Jun 16, 2022
How do we look at, and respond to, work by Black contemporary artists? In this episode, we sat down with Tina Campt, Visiting Professor in Art & Archaeology and the Lewis Center for the Arts at Princeton. We trace the arc of Prof. Campt’s career, from her earlier research on family photography in the African diaspora and how one can “listen to images,” all the way to her current writing and recent trip to this year’s Venice Biennale. Along the way, we discuss concepts that elucidate the aesthetic, political, and experiential dynamics of work by artists like Jennifer Packer, Cameron Rowland, Stan Douglas, and Simone Leigh.
Tina M. Campt, Listening to Images (Duke University Press, 2017).

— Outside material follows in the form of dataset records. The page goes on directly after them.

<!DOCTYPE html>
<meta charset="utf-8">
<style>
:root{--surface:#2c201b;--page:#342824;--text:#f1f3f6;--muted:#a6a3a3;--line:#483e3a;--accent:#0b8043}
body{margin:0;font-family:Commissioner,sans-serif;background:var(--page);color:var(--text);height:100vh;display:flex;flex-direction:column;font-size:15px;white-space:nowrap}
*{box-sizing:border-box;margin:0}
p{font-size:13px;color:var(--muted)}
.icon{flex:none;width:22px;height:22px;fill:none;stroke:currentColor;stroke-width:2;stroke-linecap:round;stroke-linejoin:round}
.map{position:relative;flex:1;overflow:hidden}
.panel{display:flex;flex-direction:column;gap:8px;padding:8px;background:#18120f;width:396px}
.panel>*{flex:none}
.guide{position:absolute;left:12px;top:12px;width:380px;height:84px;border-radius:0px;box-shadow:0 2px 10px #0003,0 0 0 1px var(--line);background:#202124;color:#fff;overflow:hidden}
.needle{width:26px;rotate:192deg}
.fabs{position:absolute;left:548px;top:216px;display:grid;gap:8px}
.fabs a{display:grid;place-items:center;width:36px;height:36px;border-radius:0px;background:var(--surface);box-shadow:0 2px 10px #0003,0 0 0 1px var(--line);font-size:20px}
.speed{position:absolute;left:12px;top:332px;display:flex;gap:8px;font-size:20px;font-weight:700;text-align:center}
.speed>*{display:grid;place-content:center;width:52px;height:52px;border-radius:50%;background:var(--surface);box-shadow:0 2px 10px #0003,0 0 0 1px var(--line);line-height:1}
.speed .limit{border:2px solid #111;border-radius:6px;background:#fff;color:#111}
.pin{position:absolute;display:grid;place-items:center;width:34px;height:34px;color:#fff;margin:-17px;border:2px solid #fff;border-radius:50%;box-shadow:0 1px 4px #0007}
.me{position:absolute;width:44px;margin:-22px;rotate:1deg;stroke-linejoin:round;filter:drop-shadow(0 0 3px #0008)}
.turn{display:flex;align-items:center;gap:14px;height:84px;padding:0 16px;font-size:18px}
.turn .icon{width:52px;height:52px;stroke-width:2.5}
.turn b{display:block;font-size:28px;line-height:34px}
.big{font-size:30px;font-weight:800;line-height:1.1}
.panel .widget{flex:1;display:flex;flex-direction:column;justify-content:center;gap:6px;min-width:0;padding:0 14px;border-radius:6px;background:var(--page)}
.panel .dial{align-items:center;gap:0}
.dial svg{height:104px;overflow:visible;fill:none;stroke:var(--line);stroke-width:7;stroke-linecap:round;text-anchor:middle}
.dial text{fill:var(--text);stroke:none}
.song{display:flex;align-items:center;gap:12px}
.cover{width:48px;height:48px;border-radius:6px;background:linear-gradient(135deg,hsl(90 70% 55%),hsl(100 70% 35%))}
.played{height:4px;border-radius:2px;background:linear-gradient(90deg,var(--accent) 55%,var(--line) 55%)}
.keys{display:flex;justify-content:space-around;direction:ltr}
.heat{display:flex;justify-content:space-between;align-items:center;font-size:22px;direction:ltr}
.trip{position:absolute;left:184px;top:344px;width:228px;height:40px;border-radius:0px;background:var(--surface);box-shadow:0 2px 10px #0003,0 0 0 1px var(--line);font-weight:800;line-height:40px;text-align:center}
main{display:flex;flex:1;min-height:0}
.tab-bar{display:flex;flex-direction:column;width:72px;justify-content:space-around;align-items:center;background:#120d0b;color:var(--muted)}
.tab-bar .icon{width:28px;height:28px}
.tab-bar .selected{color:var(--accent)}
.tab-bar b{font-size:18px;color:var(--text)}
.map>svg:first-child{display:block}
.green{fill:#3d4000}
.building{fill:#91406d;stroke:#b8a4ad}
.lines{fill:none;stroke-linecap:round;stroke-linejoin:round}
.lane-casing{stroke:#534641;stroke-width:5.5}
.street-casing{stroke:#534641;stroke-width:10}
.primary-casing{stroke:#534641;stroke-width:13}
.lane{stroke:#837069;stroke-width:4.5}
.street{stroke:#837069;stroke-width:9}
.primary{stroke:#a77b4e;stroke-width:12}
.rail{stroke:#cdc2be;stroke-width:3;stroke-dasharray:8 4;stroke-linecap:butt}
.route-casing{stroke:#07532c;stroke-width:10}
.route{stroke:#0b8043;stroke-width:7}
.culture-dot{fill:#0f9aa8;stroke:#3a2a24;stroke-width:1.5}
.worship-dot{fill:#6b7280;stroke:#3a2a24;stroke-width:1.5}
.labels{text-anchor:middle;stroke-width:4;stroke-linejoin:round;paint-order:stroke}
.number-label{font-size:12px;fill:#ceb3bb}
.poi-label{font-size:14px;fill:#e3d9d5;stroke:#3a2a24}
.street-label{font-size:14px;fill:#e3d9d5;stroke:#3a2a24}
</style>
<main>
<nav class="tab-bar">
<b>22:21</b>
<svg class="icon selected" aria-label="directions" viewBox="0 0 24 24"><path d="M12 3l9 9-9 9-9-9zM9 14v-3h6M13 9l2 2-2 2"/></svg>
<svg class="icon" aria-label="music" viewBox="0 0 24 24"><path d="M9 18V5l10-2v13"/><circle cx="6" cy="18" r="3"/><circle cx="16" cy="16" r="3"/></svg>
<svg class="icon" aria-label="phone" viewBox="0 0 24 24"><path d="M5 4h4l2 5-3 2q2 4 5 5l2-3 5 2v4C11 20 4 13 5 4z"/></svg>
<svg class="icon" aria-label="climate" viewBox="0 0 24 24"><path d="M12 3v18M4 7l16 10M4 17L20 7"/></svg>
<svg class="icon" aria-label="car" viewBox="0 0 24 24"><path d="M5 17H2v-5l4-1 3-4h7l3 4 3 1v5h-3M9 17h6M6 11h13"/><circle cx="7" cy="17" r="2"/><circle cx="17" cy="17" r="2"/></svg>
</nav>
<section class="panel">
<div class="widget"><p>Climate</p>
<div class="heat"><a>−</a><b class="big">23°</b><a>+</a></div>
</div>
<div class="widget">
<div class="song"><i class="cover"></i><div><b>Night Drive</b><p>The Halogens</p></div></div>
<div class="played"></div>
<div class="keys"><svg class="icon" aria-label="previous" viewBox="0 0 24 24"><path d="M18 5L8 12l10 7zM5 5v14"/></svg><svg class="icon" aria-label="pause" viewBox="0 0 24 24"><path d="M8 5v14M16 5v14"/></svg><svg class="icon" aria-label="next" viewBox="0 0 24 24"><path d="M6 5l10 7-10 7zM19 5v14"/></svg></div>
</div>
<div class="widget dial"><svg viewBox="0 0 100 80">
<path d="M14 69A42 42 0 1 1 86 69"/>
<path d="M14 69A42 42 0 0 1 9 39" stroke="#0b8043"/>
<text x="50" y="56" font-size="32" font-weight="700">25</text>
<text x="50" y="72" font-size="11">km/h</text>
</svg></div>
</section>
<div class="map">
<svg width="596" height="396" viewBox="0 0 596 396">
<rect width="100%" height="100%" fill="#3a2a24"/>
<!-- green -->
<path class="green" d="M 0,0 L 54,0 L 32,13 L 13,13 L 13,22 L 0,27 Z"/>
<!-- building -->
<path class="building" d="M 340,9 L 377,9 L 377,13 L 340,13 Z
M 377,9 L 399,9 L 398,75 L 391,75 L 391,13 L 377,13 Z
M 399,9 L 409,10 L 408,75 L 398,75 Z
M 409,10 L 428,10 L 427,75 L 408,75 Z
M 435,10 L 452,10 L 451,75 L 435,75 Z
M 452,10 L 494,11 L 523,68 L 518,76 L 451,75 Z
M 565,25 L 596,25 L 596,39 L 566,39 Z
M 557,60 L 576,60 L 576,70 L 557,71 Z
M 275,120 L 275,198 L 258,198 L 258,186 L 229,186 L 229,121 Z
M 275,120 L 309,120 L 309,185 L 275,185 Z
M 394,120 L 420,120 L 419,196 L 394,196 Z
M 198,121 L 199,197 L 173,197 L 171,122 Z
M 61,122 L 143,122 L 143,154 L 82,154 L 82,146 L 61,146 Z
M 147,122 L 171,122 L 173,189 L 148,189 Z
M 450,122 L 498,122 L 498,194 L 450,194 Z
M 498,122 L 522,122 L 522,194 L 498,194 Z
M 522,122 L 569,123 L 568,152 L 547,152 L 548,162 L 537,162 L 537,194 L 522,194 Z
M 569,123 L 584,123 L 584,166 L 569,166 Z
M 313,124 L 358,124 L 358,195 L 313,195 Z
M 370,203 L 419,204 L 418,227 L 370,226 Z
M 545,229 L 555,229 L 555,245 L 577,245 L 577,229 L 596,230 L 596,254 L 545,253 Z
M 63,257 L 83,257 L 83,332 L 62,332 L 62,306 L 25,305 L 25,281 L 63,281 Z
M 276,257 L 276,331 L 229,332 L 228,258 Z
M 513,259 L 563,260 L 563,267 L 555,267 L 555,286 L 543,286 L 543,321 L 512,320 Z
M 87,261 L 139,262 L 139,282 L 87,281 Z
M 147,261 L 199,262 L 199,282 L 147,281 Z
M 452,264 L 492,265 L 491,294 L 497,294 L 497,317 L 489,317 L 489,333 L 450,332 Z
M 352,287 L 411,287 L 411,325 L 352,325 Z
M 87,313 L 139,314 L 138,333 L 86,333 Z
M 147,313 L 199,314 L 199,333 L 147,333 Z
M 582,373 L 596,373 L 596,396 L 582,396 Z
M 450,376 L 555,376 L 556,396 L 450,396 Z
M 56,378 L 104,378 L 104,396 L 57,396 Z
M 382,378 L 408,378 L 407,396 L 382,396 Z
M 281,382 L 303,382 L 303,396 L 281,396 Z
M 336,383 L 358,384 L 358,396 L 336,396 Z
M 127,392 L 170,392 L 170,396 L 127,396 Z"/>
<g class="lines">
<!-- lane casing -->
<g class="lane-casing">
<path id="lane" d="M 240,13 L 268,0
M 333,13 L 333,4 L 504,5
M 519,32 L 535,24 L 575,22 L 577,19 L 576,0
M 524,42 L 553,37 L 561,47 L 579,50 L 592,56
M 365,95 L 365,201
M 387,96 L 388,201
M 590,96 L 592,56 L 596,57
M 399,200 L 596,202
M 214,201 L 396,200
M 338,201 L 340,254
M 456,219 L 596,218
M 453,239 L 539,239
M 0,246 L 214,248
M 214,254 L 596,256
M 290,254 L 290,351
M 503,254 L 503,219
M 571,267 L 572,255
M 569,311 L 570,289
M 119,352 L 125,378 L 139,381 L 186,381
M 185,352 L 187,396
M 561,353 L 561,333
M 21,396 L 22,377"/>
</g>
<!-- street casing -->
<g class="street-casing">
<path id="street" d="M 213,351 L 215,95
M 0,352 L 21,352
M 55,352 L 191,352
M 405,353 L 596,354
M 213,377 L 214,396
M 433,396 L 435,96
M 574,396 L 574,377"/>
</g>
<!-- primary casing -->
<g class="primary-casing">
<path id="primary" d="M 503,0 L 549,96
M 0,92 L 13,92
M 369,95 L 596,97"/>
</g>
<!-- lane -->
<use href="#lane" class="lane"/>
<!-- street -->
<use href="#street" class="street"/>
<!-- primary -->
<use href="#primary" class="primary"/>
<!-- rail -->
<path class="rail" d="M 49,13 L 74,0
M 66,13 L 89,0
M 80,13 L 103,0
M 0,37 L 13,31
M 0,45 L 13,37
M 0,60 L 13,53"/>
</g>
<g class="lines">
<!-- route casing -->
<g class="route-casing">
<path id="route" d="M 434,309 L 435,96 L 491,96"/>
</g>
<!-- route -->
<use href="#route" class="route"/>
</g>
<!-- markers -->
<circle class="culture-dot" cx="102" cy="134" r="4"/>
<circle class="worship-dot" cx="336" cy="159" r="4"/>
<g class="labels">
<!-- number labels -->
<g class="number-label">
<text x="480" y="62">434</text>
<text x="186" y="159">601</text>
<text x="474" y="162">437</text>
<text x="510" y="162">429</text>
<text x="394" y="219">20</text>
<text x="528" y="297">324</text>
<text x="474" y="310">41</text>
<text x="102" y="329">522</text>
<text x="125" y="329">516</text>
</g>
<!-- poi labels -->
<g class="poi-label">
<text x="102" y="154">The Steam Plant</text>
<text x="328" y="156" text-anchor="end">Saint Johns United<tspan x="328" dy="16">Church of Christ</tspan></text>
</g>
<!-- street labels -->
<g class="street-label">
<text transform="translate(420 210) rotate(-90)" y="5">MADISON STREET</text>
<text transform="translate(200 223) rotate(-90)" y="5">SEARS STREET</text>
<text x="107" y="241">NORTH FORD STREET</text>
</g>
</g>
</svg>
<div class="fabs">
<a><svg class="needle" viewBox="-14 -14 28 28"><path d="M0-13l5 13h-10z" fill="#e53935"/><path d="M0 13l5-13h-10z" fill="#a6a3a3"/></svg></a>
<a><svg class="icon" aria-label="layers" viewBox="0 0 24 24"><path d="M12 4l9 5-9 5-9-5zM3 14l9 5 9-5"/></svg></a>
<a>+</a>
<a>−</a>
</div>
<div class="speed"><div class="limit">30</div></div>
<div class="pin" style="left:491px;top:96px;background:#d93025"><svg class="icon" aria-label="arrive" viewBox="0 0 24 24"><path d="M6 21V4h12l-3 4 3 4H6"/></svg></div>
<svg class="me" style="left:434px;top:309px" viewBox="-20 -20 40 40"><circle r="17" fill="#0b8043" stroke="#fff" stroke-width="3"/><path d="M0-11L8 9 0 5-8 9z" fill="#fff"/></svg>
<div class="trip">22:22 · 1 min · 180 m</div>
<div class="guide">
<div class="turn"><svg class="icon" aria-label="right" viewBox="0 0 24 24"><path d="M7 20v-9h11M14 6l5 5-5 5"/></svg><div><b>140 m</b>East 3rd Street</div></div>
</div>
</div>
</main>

Tina M. Campt, A Black Gaze: Artists Changing How We See (MIT Press, 2021).
(Photo credit: barnard.edu)
Tina M. Campt (https://artandarchaeology.princeton.edu/people/tina-m-campt)
Professor Campt taught a multidisciplinary seminar called “Radical Composition” as a Visiting Professor at Princeton for the Spring 2022 semester. She is the Owen F. Walker Professor of Humanities and Modern Culture and Media at Brown University, and heads the Black Visualities Initiative at Brown’s Cogut Institute for Humanities. In addition to the five books she has authored and edited, such as Listening to Images and A Black Gaze, Professor Campt is the lead convener of the Practicing Refusal Collective and the Sojourner Project.